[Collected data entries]
┄┄┄┄┄┄┄┄┄┄┄┄┄┄┄┄┄┄┄┄

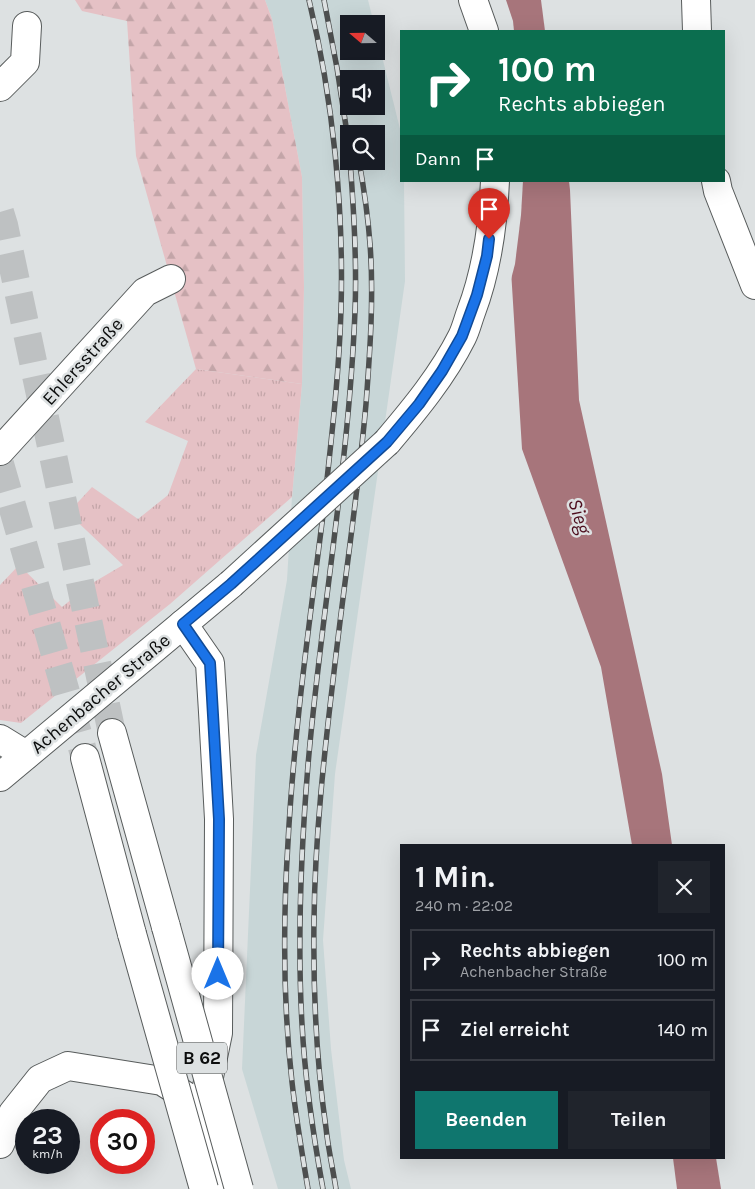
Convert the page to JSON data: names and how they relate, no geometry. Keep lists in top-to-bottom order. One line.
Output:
{"streets":{"main road":["Ehlersstraße","Achenbacher Straße","B 62"]},"water":["Sieg"],"north":"left","page":{"turn":["100 m","Rechts abbiegen"],"then":"Dann","heading":["1 Min.","240 m · 22:02"],"list":[{"name":"Rechts abbiegen","note":"Achenbacher Straße","value":"100 m"},{"name":"Ziel erreicht","value":"140 m"}],"buttons":["Beenden","Teilen"],"speed":"23 km/h","limit":"30"}}
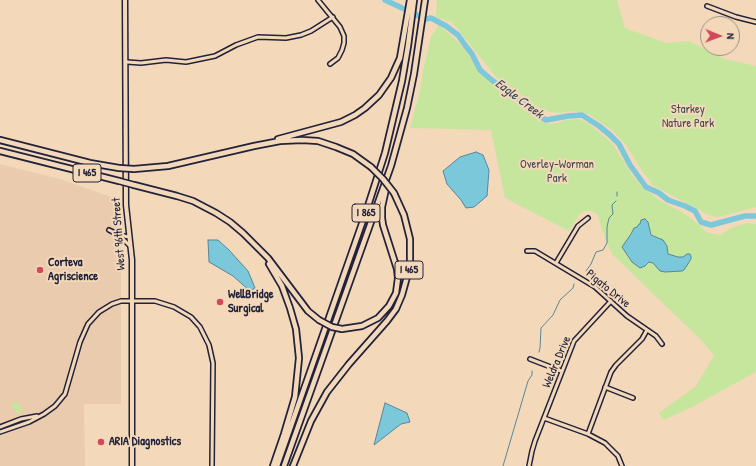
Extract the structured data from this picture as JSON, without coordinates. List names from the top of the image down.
{
  "streets": {
    "highway": ["I 465", "I 865"],
    "main road": ["West 96th Street"],
    "street": ["Pigato Drive", "Weldra Drive"]
  },
  "crossings": [
    ["Pigato Drive", "Weldra Drive"]
  ],
  "water": ["Eagle Creek"],
  "parks": ["Starkey Nature Park", "Overley-Worman Park"],
  "places": ["Corteva Agriscience", "WellBridge Surgical", "ARIA Diagnostics"],
  "north": "right"
}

┄┄┄┄┄┄┄┄┄┄┄┄┄┄┄┄┄┄┄┄

* Exercise *
Before you finish, make sure every line above has been repeated exactly and no picture remains in the copy.

* Solution *
Convert the page to JSON data: names and how they relate, no geometry. Keep lists in top-to-bottom order. One line.
Output:
{"streets":{"main road":["Ehlersstraße","Achenbacher Straße","B 62"]},"water":["Sieg"],"north":"left","page":{"turn":["100 m","Rechts abbiegen"],"then":"Dann","heading":["1 Min.","240 m · 22:02"],"list":[{"name":"Rechts abbiegen","note":"Achenbacher Straße","value":"100 m"},{"name":"Ziel erreicht","value":"140 m"}],"buttons":["Beenden","Teilen"],"speed":"23 km/h","limit":"30"}}
Extract the structured data from this picture as JSON, without coordinates. List names from the top of the image down.
{
  "streets": {
    "highway": ["I 465", "I 865"],
    "main road": ["West 96th Street"],
    "street": ["Pigato Drive", "Weldra Drive"]
  },
  "crossings": [
    ["Pigato Drive", "Weldra Drive"]
  ],
  "water": ["Eagle Creek"],
  "parks": ["Starkey Nature Park", "Overley-Worman Park"],
  "places": ["Corteva Agriscience", "WellBridge Surgical", "ARIA Diagnostics"],
  "north": "right"
}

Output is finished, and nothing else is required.